The lines from the start of the records through the one containing "Serialize what can be read in this" are to be restated word for word; please include both ends.
┌─ Material supplied
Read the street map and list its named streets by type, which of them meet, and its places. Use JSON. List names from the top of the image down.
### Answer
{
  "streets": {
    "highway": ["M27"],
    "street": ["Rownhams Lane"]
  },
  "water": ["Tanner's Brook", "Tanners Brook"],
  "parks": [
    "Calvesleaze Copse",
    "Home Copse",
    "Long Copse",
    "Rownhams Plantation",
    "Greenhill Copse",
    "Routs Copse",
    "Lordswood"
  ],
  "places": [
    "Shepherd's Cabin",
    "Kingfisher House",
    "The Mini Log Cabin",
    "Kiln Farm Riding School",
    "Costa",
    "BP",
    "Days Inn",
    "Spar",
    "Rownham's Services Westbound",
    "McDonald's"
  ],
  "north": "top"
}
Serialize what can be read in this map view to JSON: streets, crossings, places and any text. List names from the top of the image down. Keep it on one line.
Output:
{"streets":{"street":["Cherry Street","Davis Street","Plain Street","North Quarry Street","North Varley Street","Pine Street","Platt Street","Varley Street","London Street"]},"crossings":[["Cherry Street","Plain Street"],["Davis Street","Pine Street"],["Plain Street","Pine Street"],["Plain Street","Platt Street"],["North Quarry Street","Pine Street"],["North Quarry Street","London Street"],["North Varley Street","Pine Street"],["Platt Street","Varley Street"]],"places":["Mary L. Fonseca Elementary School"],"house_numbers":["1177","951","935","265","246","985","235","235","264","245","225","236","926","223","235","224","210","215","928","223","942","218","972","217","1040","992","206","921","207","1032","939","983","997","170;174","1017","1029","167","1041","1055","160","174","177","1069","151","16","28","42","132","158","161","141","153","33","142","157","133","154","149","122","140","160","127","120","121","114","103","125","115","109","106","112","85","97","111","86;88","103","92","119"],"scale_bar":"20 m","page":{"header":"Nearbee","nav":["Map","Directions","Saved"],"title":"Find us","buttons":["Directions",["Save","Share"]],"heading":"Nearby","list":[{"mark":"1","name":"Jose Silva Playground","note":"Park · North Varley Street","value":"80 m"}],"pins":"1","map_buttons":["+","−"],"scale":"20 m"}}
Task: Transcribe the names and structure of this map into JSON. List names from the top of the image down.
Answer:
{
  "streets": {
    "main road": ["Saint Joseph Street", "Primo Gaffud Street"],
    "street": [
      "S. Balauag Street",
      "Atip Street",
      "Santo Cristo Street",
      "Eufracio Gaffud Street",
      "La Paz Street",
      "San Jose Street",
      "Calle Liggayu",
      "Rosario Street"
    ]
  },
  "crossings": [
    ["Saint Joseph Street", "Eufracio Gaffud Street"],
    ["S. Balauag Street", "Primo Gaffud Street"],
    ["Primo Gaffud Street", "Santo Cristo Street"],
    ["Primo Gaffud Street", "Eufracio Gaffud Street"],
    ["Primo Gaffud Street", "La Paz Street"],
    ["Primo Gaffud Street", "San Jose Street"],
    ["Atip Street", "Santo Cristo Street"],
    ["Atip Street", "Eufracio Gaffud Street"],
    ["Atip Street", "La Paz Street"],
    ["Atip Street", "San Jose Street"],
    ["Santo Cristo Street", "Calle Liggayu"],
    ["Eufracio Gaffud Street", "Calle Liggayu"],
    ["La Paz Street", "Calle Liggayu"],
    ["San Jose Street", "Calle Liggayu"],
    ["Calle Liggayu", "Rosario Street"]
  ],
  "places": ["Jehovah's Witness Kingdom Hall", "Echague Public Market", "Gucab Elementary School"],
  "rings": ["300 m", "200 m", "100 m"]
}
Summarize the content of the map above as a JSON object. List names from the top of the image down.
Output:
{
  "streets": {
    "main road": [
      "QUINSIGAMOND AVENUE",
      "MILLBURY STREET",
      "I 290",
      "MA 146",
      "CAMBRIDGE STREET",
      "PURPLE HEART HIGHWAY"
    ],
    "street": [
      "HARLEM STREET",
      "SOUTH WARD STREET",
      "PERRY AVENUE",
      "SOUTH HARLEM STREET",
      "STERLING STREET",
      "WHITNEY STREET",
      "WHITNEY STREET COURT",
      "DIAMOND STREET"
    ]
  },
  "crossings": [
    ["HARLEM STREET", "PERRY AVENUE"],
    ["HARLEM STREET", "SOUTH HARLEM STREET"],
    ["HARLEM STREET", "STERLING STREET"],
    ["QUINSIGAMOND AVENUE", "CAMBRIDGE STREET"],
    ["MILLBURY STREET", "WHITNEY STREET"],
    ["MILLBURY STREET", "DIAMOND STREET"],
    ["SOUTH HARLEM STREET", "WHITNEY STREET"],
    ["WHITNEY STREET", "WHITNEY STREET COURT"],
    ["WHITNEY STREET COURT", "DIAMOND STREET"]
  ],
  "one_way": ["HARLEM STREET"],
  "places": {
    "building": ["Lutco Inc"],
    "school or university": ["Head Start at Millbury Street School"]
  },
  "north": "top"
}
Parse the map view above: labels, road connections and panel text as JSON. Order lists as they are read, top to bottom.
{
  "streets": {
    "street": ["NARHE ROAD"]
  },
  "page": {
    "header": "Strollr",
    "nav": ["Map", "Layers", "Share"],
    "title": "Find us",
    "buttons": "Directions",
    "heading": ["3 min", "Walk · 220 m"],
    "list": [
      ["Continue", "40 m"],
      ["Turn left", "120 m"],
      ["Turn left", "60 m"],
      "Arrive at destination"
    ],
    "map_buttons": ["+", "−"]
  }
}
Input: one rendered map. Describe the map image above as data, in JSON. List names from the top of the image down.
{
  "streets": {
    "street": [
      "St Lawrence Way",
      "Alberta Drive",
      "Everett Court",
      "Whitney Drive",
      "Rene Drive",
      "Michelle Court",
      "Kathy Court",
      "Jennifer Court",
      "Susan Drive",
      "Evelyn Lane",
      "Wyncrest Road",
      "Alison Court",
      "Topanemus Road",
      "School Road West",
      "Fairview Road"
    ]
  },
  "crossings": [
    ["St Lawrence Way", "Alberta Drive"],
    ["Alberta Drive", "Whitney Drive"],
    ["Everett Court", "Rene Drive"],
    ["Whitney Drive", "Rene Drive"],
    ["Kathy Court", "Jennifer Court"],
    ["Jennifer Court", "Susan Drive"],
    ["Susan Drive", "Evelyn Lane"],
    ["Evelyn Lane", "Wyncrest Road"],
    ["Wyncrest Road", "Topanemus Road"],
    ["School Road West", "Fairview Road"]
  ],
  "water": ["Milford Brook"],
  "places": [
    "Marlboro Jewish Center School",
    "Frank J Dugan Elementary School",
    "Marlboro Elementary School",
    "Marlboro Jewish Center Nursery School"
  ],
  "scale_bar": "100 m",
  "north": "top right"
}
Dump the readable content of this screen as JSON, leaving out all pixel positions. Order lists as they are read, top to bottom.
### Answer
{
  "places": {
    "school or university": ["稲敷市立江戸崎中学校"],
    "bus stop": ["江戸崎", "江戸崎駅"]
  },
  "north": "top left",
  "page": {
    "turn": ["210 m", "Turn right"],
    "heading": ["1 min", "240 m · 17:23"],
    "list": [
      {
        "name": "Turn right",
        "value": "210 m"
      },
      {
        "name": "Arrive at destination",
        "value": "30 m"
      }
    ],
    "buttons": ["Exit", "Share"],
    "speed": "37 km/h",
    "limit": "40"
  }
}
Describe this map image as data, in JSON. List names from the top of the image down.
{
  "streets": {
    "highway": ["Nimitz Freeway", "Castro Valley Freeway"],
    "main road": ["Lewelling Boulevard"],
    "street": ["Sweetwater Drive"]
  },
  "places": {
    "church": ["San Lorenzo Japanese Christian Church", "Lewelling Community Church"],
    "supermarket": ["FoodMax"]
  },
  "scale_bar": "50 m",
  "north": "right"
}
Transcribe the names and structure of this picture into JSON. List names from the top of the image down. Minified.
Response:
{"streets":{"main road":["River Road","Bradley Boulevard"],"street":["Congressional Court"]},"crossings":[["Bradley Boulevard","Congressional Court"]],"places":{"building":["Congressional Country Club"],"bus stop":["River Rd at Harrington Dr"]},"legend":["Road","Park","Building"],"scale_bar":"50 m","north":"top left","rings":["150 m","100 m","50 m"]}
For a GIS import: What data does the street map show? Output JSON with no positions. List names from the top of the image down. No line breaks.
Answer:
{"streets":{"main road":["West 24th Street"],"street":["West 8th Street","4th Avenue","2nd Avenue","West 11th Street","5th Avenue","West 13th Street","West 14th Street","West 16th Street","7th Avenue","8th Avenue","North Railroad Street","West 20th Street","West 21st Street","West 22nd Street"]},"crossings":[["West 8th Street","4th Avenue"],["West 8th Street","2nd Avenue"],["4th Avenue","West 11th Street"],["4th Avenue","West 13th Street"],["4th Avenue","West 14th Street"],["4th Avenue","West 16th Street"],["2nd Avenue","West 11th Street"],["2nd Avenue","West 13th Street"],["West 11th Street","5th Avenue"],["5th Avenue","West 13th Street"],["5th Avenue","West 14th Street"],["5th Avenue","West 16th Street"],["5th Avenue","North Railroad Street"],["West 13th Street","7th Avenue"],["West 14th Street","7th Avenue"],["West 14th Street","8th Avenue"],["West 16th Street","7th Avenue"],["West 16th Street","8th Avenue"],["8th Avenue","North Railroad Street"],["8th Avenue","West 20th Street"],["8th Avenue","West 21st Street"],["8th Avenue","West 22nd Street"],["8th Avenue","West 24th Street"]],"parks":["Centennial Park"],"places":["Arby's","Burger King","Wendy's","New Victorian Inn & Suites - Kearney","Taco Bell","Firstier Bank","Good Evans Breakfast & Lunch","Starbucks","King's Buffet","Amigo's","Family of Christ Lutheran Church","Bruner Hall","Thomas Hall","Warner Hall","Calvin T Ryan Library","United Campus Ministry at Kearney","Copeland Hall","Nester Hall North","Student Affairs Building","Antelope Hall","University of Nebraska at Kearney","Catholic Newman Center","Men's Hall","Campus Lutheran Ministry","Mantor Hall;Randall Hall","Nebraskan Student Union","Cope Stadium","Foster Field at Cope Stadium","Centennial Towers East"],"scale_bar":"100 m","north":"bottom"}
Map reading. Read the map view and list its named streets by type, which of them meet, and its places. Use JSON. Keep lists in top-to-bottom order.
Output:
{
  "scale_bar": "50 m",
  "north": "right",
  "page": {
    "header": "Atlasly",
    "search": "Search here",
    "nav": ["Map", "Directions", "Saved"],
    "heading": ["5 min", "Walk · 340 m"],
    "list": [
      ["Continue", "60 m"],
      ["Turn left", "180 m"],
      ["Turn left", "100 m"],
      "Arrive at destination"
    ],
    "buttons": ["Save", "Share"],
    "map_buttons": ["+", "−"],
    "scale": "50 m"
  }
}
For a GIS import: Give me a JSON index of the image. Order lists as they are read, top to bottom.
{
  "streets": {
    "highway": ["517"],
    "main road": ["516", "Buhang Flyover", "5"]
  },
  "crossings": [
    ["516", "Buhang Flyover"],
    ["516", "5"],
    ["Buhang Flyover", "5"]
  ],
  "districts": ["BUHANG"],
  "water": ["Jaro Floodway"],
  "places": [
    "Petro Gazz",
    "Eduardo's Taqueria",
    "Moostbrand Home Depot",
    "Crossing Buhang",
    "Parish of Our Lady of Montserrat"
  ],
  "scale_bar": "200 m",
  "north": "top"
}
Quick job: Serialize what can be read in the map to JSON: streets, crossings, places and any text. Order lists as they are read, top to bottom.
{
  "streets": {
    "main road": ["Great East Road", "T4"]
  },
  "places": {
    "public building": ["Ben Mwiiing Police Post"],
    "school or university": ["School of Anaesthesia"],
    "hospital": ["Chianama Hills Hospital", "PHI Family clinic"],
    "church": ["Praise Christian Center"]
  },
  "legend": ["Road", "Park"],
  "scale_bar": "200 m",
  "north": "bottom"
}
└─
_Answer space_:
Read the street map and list its named streets by type, which of them meet, and its places. Use JSON. List names from the top of the image down.
### Answer
{
  "streets": {
    "highway": ["M27"],
    "street": ["Rownhams Lane"]
  },
  "water": ["Tanner's Brook", "Tanners Brook"],
  "parks": [
    "Calvesleaze Copse",
    "Home Copse",
    "Long Copse",
    "Rownhams Plantation",
    "Greenhill Copse",
    "Routs Copse",
    "Lordswood"
  ],
  "places": [
    "Shepherd's Cabin",
    "Kingfisher House",
    "The Mini Log Cabin",
    "Kiln Farm Riding School",
    "Costa",
    "BP",
    "Days Inn",
    "Spar",
    "Rownham's Services Westbound",
    "McDonald's"
  ],
  "north": "top"
}
Serialize what can be read in this map view to JSON: streets, crossings, places and any text. List names from the top of the image down. Keep it on one line.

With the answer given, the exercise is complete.